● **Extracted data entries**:
========
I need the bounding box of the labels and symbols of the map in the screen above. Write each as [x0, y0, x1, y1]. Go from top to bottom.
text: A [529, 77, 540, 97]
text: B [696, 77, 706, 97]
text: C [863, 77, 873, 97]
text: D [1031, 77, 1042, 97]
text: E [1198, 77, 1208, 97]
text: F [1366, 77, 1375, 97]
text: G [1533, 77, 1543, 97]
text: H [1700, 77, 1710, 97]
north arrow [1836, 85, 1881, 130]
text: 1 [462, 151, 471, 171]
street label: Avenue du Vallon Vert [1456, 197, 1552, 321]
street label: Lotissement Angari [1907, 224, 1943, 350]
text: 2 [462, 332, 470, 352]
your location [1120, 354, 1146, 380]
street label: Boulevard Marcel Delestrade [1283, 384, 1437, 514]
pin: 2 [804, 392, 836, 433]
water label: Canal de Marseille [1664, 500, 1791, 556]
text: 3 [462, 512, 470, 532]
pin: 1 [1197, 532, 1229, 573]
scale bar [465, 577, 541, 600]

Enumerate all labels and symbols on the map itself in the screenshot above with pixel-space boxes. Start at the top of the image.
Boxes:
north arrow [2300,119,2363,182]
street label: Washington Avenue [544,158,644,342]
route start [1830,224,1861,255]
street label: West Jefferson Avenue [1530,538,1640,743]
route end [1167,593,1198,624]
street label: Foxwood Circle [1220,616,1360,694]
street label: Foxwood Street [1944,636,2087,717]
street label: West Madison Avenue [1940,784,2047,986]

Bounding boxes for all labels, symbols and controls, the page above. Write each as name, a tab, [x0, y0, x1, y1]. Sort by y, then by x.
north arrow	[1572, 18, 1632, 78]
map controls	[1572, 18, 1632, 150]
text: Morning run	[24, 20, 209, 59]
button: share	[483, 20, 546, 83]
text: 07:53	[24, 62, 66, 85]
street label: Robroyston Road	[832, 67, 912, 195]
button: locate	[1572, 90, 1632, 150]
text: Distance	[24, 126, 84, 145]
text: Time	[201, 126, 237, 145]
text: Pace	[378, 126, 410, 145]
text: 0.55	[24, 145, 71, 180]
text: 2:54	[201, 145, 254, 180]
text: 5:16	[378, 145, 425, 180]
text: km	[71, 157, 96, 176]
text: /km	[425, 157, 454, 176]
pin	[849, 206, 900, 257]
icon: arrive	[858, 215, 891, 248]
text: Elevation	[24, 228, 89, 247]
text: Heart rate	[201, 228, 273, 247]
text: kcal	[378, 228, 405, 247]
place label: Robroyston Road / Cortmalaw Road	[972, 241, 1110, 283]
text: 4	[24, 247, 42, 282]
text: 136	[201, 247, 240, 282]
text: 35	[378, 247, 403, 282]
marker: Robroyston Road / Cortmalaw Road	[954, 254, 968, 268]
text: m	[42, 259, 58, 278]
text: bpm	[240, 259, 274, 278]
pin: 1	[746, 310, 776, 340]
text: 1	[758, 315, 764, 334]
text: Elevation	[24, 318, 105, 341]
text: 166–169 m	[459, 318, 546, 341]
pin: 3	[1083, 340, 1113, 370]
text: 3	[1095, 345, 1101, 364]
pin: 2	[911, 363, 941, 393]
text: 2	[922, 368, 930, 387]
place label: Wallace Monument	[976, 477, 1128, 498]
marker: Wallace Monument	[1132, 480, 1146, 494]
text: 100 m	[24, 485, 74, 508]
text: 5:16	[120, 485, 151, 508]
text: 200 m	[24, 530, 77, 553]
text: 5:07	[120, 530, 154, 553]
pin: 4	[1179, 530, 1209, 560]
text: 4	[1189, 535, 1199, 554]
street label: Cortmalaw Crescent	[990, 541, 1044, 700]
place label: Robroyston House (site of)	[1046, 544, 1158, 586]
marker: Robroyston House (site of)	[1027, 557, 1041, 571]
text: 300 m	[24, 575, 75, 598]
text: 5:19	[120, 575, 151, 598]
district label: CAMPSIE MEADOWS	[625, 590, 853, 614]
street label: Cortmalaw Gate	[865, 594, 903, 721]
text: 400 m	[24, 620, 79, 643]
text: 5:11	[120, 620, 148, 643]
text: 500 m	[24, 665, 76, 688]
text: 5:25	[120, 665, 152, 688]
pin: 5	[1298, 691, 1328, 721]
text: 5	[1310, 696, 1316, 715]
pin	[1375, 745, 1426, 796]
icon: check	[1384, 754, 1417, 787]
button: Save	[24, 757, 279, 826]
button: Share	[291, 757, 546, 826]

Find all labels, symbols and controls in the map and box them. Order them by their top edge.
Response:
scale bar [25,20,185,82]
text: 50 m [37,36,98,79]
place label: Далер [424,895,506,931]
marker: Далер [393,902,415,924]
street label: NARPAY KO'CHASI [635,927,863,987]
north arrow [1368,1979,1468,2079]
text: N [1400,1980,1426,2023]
========
● **The task**: Give an exact reproduction of the lines from the one with "Find all labels, symbols" to the final line of the entries, including both.

● **Answer to the problem**:
Find all labels, symbols and controls in the map and box them. Order them by their top edge.
Response:
scale bar [25,20,185,82]
text: 50 m [37,36,98,79]
place label: Далер [424,895,506,931]
marker: Далер [393,902,415,924]
street label: NARPAY KO'CHASI [635,927,863,987]
north arrow [1368,1979,1468,2079]
text: N [1400,1980,1426,2023]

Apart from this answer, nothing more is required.